BRIEF -> When the word "fabs" shows up in a line of the records below, copy that line.

RECORDS PROVIDED ->
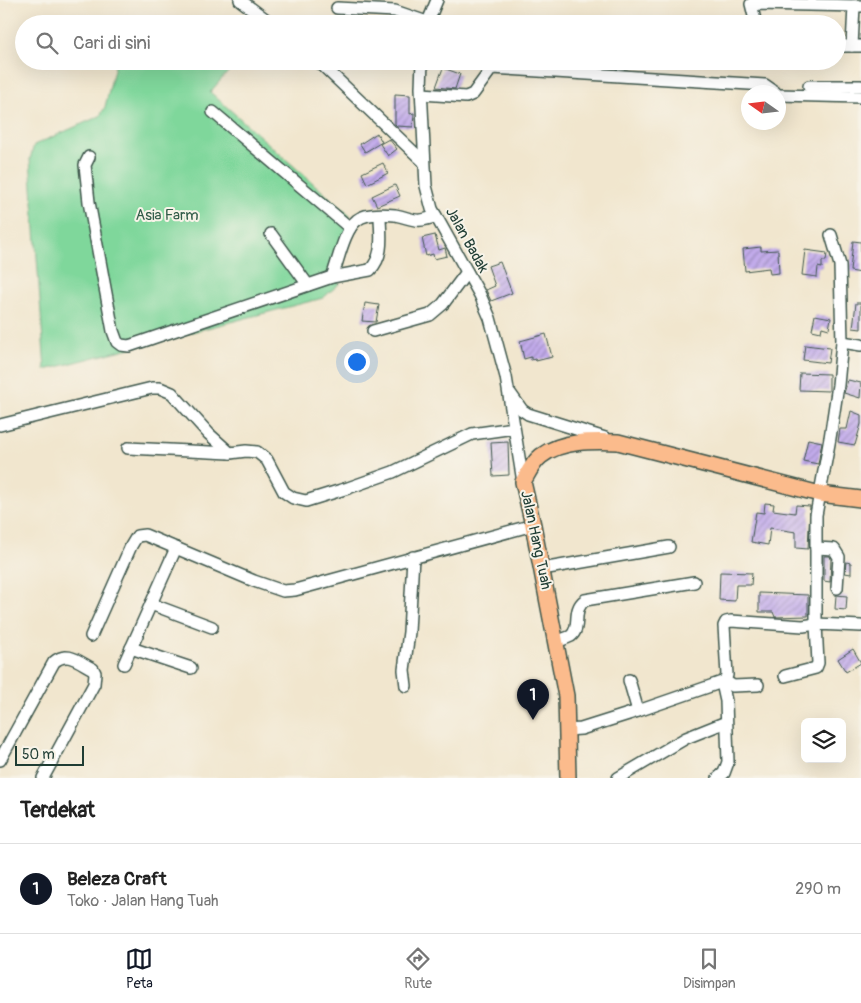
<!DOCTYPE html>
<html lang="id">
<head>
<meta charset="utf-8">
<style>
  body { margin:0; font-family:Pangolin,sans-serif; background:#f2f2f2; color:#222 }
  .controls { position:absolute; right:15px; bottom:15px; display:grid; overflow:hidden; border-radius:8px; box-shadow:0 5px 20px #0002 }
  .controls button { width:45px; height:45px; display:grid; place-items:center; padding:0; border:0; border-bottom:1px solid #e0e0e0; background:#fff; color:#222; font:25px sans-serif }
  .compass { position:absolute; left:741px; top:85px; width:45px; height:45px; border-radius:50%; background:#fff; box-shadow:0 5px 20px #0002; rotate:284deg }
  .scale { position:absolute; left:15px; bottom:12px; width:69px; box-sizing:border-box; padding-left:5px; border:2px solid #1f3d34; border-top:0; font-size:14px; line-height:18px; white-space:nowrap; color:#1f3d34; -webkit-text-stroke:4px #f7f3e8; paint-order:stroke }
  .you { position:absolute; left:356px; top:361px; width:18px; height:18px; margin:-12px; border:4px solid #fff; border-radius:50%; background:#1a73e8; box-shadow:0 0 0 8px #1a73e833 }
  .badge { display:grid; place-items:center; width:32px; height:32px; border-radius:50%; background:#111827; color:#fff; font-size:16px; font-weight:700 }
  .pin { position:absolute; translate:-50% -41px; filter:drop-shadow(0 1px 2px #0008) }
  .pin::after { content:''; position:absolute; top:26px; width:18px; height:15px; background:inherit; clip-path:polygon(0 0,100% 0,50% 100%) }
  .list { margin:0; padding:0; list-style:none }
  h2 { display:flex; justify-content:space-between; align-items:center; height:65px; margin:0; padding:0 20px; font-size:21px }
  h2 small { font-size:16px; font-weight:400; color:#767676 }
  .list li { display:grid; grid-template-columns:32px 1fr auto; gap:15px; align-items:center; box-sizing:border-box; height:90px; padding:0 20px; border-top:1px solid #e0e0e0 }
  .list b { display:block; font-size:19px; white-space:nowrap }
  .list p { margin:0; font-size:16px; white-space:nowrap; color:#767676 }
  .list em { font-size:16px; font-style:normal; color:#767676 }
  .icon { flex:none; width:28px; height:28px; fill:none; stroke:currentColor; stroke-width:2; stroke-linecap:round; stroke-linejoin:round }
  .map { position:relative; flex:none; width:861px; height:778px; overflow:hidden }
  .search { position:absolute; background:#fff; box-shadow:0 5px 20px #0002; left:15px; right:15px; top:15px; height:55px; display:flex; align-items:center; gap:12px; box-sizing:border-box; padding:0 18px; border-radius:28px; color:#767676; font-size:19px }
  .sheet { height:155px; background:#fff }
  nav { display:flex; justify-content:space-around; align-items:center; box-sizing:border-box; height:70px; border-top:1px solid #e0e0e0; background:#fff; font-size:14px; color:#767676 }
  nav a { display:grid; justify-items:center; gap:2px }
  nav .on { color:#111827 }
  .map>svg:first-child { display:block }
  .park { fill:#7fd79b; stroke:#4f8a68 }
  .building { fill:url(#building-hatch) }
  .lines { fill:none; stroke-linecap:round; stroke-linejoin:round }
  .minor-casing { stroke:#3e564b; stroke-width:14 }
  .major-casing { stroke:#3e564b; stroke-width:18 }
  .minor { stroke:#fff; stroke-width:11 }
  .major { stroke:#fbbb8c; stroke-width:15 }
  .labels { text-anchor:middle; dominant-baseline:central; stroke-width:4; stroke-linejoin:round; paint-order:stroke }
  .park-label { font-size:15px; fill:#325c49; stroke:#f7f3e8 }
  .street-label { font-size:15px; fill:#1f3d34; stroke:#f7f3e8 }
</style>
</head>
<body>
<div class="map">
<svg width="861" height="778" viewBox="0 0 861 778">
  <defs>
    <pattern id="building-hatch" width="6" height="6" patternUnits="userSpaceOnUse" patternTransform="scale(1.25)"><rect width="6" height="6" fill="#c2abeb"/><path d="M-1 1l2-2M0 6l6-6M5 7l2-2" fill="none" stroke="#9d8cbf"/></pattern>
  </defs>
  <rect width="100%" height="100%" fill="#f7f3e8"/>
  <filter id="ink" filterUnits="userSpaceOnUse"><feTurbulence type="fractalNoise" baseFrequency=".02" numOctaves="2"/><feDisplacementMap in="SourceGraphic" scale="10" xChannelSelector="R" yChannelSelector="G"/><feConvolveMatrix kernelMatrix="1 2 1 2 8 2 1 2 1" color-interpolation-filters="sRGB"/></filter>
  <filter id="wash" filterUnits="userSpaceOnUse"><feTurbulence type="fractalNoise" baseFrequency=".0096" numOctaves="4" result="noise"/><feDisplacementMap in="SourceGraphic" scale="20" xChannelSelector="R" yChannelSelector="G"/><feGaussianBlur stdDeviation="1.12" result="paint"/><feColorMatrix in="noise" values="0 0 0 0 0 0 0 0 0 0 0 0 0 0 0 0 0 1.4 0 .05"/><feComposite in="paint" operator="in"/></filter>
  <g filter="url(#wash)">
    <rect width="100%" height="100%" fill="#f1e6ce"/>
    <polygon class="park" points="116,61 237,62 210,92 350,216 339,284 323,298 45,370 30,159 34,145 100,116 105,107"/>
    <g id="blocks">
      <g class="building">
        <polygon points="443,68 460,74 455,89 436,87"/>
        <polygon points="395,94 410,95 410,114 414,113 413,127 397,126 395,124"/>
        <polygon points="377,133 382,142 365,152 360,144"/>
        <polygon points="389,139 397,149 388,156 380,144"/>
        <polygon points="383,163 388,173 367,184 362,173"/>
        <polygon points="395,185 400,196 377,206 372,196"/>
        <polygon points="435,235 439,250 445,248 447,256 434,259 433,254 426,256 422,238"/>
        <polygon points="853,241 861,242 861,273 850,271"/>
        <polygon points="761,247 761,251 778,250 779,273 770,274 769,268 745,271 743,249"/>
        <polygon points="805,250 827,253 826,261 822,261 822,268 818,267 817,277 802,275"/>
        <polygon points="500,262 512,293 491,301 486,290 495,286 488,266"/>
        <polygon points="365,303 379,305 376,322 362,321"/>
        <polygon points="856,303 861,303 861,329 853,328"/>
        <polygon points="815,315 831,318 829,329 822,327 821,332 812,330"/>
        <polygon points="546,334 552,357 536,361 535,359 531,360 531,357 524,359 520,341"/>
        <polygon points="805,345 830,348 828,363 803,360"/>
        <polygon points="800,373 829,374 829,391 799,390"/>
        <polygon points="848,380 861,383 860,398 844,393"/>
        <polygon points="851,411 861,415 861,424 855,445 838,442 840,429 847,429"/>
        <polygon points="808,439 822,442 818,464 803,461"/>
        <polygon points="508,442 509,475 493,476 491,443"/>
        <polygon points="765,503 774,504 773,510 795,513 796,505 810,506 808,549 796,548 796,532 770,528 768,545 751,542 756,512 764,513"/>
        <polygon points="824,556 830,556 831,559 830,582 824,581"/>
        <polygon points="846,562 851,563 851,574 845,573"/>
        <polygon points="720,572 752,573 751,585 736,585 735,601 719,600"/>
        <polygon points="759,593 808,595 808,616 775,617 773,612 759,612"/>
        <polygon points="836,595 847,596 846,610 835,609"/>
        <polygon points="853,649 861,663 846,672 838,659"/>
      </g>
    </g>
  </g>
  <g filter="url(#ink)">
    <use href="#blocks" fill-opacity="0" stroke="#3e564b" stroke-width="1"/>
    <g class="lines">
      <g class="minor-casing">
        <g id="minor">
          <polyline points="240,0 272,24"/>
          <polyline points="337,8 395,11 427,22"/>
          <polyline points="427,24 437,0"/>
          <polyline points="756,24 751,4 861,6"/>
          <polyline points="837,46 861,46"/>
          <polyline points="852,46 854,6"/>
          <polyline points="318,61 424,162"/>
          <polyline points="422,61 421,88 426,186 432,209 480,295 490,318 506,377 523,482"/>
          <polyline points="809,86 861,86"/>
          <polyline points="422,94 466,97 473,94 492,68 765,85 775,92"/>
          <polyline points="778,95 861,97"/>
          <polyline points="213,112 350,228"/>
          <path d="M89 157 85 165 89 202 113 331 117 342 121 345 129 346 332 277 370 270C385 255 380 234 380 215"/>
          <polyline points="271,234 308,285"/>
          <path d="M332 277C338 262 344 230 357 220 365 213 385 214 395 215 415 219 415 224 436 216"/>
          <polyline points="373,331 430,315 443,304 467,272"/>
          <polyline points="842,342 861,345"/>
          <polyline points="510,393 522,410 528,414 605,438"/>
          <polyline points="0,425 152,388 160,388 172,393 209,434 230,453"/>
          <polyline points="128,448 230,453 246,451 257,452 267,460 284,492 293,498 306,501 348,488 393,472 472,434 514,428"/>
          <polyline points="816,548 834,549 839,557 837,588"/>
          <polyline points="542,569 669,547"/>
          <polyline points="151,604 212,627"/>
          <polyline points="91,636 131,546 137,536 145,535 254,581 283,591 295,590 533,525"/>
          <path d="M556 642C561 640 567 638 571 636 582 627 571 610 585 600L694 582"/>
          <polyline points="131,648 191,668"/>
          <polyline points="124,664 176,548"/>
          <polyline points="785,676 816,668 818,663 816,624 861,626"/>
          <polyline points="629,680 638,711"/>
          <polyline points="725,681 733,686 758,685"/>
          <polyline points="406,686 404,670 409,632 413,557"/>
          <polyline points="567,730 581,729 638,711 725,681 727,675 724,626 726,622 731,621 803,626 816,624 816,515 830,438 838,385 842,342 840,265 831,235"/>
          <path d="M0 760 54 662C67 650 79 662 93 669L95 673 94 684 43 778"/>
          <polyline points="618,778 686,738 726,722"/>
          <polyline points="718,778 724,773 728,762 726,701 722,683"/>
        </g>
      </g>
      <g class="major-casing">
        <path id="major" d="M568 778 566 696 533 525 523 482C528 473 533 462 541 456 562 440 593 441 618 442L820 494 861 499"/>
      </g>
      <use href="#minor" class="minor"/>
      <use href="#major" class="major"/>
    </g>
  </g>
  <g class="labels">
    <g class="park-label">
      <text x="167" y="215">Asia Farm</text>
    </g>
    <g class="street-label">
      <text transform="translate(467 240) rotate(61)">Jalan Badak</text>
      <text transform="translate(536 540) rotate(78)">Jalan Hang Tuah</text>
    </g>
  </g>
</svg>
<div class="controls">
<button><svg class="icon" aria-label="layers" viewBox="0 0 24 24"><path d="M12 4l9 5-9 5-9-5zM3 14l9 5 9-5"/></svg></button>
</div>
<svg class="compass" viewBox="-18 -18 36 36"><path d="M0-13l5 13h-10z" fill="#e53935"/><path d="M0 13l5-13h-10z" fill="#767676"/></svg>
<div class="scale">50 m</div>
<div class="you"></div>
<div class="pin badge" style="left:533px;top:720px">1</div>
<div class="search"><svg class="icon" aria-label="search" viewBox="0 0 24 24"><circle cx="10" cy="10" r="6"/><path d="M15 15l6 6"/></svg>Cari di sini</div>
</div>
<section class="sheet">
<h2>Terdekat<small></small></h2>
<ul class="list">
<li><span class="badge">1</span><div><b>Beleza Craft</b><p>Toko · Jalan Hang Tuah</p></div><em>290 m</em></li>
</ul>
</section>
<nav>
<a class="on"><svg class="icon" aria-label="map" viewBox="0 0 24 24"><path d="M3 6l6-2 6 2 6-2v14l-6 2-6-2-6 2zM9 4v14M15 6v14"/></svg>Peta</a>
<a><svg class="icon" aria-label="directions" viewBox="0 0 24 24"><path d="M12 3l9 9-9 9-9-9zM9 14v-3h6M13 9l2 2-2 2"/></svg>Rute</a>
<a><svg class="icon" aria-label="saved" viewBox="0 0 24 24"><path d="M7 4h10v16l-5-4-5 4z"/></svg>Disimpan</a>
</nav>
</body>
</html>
---
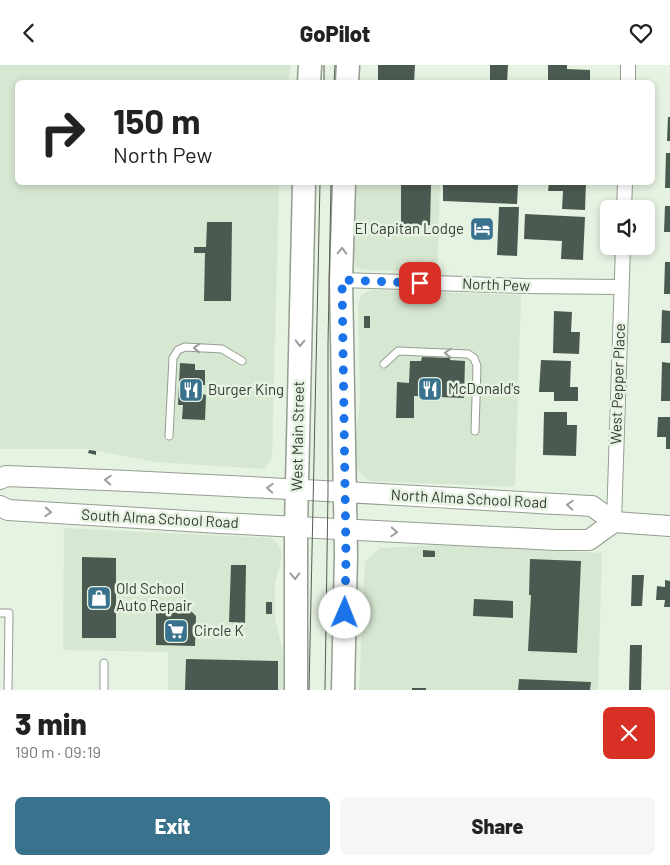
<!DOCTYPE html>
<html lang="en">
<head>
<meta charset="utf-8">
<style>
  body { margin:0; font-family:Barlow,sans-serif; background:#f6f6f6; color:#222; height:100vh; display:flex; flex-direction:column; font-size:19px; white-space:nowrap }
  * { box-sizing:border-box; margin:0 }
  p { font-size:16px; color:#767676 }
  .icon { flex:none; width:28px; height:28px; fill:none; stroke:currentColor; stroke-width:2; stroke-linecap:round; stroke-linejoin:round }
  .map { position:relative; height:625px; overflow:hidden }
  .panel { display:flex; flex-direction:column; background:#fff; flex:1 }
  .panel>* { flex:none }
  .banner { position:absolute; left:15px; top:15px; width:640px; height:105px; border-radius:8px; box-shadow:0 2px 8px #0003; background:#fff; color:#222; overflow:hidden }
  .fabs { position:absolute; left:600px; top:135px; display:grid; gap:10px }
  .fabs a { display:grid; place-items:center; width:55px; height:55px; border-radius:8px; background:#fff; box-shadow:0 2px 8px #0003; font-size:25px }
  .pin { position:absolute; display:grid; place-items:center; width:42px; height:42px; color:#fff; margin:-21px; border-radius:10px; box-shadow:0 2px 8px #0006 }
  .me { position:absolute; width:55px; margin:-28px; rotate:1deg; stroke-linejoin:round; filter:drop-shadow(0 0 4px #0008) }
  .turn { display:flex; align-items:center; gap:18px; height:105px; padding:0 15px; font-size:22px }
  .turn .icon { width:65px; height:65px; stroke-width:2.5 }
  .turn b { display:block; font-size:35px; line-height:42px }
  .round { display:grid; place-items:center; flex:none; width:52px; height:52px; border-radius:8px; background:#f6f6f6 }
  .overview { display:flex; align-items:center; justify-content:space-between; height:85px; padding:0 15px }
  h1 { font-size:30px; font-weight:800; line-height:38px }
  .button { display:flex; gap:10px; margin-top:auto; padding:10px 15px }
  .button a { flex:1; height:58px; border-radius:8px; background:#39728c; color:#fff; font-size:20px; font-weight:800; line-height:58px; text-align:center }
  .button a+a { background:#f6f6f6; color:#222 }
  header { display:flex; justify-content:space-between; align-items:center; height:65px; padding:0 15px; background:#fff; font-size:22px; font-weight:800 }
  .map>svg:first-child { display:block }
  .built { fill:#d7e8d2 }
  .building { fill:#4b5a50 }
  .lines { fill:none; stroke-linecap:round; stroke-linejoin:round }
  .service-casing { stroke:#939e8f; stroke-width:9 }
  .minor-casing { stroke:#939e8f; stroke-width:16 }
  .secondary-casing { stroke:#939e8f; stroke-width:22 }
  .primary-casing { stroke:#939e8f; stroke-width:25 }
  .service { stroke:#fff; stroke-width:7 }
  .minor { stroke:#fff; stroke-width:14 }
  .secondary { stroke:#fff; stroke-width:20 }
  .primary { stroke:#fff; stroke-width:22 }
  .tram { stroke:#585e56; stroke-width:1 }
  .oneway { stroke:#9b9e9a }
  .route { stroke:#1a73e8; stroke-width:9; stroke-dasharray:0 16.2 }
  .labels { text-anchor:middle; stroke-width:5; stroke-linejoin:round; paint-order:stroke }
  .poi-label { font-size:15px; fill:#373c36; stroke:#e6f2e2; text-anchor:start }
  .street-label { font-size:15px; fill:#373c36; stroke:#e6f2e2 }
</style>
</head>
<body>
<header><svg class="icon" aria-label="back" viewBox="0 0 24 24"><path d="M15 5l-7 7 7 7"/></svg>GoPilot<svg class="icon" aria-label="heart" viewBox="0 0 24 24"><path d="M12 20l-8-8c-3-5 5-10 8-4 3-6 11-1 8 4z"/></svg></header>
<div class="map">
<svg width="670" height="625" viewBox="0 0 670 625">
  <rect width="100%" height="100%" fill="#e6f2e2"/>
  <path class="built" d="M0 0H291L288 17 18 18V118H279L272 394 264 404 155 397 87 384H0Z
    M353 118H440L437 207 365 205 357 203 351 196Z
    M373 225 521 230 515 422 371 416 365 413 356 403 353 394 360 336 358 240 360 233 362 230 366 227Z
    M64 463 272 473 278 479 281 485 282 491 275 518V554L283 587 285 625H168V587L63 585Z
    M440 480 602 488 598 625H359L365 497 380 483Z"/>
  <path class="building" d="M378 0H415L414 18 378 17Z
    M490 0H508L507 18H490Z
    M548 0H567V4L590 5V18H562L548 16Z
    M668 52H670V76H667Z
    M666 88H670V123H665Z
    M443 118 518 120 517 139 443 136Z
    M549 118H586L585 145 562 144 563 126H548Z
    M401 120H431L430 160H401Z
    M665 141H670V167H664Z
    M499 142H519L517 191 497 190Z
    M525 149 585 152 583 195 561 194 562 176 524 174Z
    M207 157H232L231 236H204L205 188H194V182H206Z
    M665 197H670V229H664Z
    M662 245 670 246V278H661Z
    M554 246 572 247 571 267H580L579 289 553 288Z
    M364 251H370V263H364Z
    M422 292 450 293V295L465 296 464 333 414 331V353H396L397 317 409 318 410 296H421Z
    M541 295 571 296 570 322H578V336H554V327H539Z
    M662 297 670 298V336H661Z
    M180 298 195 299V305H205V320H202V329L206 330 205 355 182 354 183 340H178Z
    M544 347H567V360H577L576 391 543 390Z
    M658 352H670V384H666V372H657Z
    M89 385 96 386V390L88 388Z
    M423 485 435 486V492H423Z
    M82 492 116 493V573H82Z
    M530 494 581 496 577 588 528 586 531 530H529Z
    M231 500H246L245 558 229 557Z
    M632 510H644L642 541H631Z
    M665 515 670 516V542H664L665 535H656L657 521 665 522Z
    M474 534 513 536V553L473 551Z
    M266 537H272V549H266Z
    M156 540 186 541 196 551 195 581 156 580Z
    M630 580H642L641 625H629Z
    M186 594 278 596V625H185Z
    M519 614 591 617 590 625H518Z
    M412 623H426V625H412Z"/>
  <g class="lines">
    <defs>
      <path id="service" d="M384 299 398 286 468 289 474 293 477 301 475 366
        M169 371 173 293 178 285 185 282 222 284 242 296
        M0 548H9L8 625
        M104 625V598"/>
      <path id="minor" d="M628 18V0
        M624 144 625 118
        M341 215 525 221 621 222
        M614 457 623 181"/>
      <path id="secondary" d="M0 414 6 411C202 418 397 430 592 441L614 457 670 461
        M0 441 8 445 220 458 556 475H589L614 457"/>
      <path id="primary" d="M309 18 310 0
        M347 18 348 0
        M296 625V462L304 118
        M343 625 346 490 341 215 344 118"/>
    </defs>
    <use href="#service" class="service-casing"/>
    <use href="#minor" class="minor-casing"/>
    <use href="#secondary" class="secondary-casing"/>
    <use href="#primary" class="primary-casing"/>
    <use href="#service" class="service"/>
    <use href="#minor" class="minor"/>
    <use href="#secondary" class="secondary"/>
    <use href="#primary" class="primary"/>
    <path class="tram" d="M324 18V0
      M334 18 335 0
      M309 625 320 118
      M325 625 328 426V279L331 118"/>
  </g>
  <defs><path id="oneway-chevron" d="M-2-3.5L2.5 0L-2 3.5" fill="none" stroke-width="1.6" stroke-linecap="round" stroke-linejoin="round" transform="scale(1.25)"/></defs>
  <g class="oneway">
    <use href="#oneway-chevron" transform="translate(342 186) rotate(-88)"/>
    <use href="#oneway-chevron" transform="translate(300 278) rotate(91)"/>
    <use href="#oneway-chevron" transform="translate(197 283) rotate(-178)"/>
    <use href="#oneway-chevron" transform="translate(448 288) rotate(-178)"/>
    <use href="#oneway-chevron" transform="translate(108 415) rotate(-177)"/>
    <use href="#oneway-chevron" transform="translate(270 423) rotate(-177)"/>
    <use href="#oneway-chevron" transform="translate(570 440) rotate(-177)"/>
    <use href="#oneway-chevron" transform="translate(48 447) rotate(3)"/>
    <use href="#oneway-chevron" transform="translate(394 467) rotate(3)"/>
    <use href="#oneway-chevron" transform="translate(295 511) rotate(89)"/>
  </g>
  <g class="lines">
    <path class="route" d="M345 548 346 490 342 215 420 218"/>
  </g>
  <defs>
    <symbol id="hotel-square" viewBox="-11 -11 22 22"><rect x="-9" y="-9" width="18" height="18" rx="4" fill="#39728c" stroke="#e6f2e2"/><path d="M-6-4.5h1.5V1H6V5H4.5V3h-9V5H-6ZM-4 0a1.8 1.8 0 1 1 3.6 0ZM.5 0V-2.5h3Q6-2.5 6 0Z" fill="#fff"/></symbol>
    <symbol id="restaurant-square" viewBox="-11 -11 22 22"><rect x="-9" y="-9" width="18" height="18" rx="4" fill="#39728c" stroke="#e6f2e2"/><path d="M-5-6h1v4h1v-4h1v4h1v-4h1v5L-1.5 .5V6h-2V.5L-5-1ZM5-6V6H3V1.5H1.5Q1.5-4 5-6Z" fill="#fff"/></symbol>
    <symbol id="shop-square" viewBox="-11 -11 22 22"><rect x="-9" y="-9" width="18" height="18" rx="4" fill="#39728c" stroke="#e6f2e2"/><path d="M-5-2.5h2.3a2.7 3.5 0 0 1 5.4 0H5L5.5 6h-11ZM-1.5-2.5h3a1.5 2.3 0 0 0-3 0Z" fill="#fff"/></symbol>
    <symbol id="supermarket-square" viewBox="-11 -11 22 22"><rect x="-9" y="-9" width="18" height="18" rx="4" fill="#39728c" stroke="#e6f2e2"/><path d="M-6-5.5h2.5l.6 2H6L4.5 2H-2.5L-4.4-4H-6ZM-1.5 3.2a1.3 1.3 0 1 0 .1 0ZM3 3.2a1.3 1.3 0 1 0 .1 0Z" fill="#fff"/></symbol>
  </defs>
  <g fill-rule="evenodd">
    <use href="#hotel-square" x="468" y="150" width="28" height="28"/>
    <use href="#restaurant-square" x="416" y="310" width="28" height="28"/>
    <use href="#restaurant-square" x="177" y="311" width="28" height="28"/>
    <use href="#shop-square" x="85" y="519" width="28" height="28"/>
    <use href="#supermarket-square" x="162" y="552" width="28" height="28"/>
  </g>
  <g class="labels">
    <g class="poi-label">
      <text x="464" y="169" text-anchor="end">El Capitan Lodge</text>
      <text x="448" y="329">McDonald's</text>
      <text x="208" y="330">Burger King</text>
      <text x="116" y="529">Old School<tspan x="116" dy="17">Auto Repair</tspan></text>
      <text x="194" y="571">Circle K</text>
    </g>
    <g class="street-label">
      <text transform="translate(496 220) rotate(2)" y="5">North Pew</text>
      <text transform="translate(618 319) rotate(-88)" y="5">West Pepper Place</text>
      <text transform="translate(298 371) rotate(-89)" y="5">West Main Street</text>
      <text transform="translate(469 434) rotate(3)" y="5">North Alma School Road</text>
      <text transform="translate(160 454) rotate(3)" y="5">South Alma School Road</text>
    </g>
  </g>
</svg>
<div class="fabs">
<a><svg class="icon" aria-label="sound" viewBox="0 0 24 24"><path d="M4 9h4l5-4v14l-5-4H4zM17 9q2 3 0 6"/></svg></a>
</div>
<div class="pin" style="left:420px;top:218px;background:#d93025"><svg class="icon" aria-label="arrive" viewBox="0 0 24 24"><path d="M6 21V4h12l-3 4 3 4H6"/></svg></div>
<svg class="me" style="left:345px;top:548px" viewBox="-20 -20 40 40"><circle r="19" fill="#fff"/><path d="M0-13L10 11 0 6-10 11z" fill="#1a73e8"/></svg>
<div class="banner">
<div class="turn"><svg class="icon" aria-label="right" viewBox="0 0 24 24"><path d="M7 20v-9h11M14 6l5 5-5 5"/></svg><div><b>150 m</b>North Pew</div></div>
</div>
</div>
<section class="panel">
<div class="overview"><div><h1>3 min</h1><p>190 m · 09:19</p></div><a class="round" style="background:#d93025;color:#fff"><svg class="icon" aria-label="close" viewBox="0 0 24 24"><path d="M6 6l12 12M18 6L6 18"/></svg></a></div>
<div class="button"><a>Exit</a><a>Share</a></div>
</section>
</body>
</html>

EXERCISE RESPONSE ->
  .fabs { position:absolute; left:600px; top:135px; display:grid; gap:10px }
  .fabs a { display:grid; place-items:center; width:55px; height:55px; border-radius:8px; background:#fff; box-shadow:0 2px 8px #0003; font-size:25px }
<div class="fabs">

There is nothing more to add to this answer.